*AIM OF THE TASK*: Copy each line of the entries that includes the word "labels".

(Collected data)
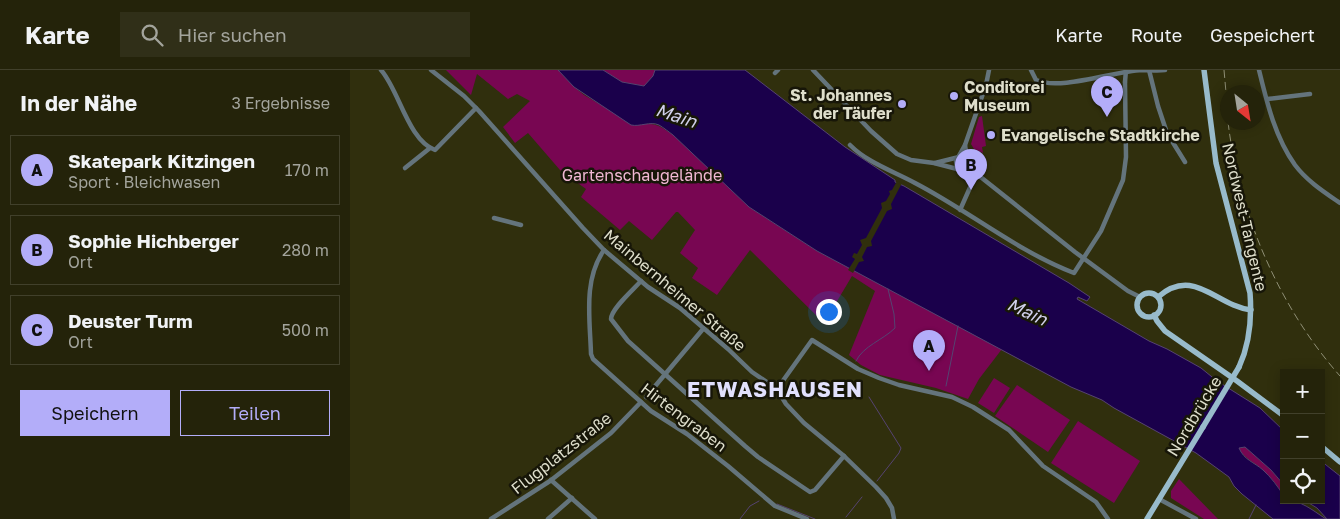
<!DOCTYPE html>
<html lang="de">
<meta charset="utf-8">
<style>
body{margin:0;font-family:"Golos Text",sans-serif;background:#302f18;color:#f1f3f6}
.controls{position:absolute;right:15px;bottom:15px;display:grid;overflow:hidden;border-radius:0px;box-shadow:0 2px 12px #0003}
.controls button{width:45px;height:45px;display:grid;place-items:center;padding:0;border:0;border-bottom:1px solid #41402b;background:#24230a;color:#f1f3f6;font:25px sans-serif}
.compass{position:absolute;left:870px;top:15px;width:45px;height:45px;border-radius:50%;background:#24230a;box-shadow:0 2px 12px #0003;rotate:150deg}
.you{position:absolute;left:478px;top:241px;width:18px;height:18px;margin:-12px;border:4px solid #fff;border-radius:50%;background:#1a73e8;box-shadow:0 0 0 8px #1a73e833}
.badge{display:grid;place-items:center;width:32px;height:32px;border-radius:50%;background:#b3adf9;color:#111;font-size:16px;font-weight:700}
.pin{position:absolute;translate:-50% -41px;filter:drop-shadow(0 1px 2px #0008)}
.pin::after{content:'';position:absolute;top:26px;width:18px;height:15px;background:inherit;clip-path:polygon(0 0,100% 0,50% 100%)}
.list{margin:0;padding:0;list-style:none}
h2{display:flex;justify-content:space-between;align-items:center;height:65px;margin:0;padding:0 20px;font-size:21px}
h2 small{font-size:16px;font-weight:400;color:#a3a49c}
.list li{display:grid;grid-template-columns:32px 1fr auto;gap:15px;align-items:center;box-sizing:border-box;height:70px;margin:0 10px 10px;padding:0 10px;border:1px solid #41402b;border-radius:0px}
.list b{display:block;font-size:19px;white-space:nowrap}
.list p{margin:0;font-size:16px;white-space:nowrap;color:#a3a49c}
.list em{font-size:16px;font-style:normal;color:#a3a49c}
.actions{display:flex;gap:10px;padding:15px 20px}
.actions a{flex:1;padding:11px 0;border:1px solid #b3adf9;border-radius:0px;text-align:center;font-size:18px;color:#b3adf9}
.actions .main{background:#b3adf9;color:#111}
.icon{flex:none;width:28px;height:28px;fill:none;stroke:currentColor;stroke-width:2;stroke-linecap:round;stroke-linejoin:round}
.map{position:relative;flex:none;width:990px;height:449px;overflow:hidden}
header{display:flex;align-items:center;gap:30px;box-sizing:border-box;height:70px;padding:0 25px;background:#24230a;border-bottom:1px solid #41402b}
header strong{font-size:24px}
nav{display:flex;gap:28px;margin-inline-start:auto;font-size:18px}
.search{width:350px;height:45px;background:#302f18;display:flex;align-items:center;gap:12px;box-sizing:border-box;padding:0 18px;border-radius:0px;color:#a3a49c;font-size:19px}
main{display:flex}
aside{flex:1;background:#24230a}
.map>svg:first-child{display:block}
.green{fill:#780652}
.water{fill:#1a004b;stroke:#554371}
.pier{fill:#302f0d}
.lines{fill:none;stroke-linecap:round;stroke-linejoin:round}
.stream{stroke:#554371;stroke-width:1}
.minor{stroke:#64747c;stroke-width:4.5}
.major{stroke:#98bbcb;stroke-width:5.5}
.rail{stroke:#8f8f75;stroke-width:1;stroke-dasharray:8 4;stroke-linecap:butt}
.minor-bridge{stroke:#64747c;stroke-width:4.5}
.major-bridge{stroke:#98bbcb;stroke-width:5.5}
.poi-dot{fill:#b3adf9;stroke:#171608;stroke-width:2}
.labels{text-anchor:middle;stroke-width:5;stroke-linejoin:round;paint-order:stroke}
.poi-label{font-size:16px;font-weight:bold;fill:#dedecb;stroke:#171608;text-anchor:start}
.park-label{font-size:16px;fill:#f1b8d4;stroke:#171608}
.street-label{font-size:16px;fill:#dedecb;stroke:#171608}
.water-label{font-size:18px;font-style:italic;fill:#d1d0eb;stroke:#171608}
.district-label{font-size:21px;font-weight:bold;letter-spacing:1px;fill:#e1e0fd;stroke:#171608}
</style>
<header>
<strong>Karte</strong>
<div class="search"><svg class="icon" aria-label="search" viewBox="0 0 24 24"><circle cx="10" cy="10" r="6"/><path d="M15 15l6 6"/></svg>Hier suchen</div>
<nav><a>Karte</a><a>Route</a><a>Gespeichert</a></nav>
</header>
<main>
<aside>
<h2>In der Nähe<small>3 Ergebnisse</small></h2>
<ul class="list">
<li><span class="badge">A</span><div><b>Skatepark Kitzingen</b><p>Sport · Bleichwasen</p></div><em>170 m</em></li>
<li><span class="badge">B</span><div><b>Sophie Hichberger</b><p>Ort</p></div><em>280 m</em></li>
<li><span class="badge">C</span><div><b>Deuster Turm</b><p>Ort</p></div><em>500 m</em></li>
</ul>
<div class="actions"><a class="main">Speichern</a><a>Teilen</a></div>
</aside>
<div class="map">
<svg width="990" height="449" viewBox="0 0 990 449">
<rect width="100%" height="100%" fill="#302f0d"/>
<g class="green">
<path d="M96,0H208L224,17L234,25L256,38L296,54C308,53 314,59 323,65L399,137L467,181L652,279L629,309L618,329L586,318L530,305L511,295L499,285L525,221L502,206L474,253L400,180L367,225L342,208L348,198L330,183L345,160L328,142H326L302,170L279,151L270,160L231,127L236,119L210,100L178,63L165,73L153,57L180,31L167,24L158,29L127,4L121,25Z"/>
<path d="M253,0H305L303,6L294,16L272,12Z"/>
<path d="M632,46L636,76L632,77L633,83L624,79L621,74L629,47Z"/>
<path d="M644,308L660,318L644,343L628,333Z"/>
<path d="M667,315L720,350L698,382L645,346Z"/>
<path d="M728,351L790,391L764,433L701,393Z"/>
<path d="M895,377L921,400L934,415V426C928,417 921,407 913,400C903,391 896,390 888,378Z"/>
<path d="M829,409L868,449H854L821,428V421Z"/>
</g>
<g class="water">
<path d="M208,0H253L272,12L294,16L303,6L305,0H395L495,77L545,110V112L554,116L719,213L740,227L737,231L728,227L727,229L799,271L817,279L851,298L867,311L910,338L934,361V415L921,400L895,377L889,378C894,390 904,392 913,400C921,407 928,417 934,426V430C951,430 962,440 976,449H923L892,424L884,416L879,407L846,383L764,338L752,330L721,317L467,181L399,137L323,65C319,62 314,58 309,55C300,51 290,57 281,55L224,17Z"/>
<path d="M971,391L990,406V449H977L967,438L954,430H971Z"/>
</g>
<path class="pier" d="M547,111L552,113L541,134L542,139L537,141L521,171L522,176L517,177L512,187L514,191L509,192L503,203L498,200L505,189L502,187L504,183L507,184L512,175L510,170L516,168L532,138L531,133L536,131L540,124L539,121L542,120Z"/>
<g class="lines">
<g class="stream">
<path d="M506,291C513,276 533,270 545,258L544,244L538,219"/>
<path d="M596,316L608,256"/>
<path d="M519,327L551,378L549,383L527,411"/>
<path d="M427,434L465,449"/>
<path d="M496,447L512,427"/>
<path d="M390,449L400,436L409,431"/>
<path d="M899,449L906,435"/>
</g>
<g class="minor">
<path d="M31,0C49,20 58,70 85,80L126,38"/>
<path d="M81,0L114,26L129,41L233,158L254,180L298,217L330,238L378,279L402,302L427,319L436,334L454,353L494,386L526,417L536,428L542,438L544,449"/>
<path d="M463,0L521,61L547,84L561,90L584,93L611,100L619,104H625"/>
<path d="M681,0L686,10C710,21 764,1 792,0C800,0 807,1 815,0"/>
<path d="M799,0L808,36L817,63L835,92"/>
<path d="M909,0C917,33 925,67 945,95C957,111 974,122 990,133"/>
<path d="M425,3L428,0"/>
<path d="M917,29L960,24"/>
<path d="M500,75C518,93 543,101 565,113C619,141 667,181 724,203L751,161L773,110L776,87L775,12"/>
<path d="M615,75L618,94L623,101L725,182L778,221L790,227"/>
<path d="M585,93L609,87L618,89"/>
<path d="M55,98L80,78"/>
<path d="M607,99L606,91L615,75L636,15L639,0"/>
<path d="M610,140L626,104"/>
<path d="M144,148L171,155"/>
<path d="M254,180C233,210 240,249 241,284L243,289L301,341L337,364L378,396L425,436L457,449"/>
<path d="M291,211C283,220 261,239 261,249L278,271L395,376L408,387L460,422L465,420L494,386"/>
<path d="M427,319L462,270L508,299L529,308L549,315L602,327L623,337L659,360L693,396L746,432L758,449"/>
<path d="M296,327L353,259"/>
<path d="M201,410L245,449"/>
<path d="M809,429L846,449"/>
<path d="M141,449L200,411L261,363L291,332"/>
<path d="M198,449L222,428"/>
</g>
<g class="major">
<path d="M854,0L866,93L900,223C902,249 900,273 889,297"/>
<circle cx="799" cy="235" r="12"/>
<path d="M808,227C844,196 866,236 901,240"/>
<path d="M804,245L807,251L815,261L887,311L934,346"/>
<path d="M971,376L990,392"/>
<path d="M797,449L853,357"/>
</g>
<g class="rail">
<path d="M874,0L878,45"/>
<path d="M878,52C889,144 929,237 990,306"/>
</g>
<path class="minor-bridge" d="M775,12L776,0"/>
<path class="major-bridge" d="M853,357L889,297"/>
</g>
<g class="poi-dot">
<circle cx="604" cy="26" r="5"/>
<circle cx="552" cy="34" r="5"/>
<circle cx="641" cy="65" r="5"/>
</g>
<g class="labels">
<g class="poi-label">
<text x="614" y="23">Conditorei<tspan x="614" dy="18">Museum</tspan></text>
<text x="542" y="31" text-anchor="end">St. Johannes<tspan x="542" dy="18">der Täufer</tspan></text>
<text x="651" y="71">Evangelische Stadtkirche</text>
</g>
<g class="park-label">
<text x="292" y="111">Gartenschaugelände</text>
</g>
<g class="street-label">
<text transform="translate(895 147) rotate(77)" y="6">Nordwest-Tangente</text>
<text transform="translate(325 220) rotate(40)" y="6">Mainbernheimer Straße</text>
<text transform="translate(844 346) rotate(-59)" y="6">Nordbrücke</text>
<text transform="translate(334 347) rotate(37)" y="6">Hirtengraben</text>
<text transform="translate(211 383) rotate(-38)" y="6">Flugplatzstraße</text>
</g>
<g class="water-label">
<text transform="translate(326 46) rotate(18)" y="6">Main</text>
<text transform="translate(677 242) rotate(25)" y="6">Main</text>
</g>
<g class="district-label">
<text x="425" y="327">ETWASHAUSEN</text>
</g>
</g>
</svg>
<div class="controls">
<button>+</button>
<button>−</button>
<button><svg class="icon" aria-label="locate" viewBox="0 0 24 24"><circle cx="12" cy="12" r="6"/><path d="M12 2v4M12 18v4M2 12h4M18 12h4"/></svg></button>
</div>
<svg class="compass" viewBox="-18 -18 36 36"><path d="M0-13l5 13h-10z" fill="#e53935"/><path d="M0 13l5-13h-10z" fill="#a3a49c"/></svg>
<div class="you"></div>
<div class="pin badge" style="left:579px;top:301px">A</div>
<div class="pin badge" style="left:621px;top:120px">B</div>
<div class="pin badge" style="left:757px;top:47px">C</div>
</div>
</main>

*RESPONSE FOR THIS EXERCISE*:
.labels{text-anchor:middle;stroke-width:5;stroke-linejoin:round;paint-order:stroke}
<g class="labels">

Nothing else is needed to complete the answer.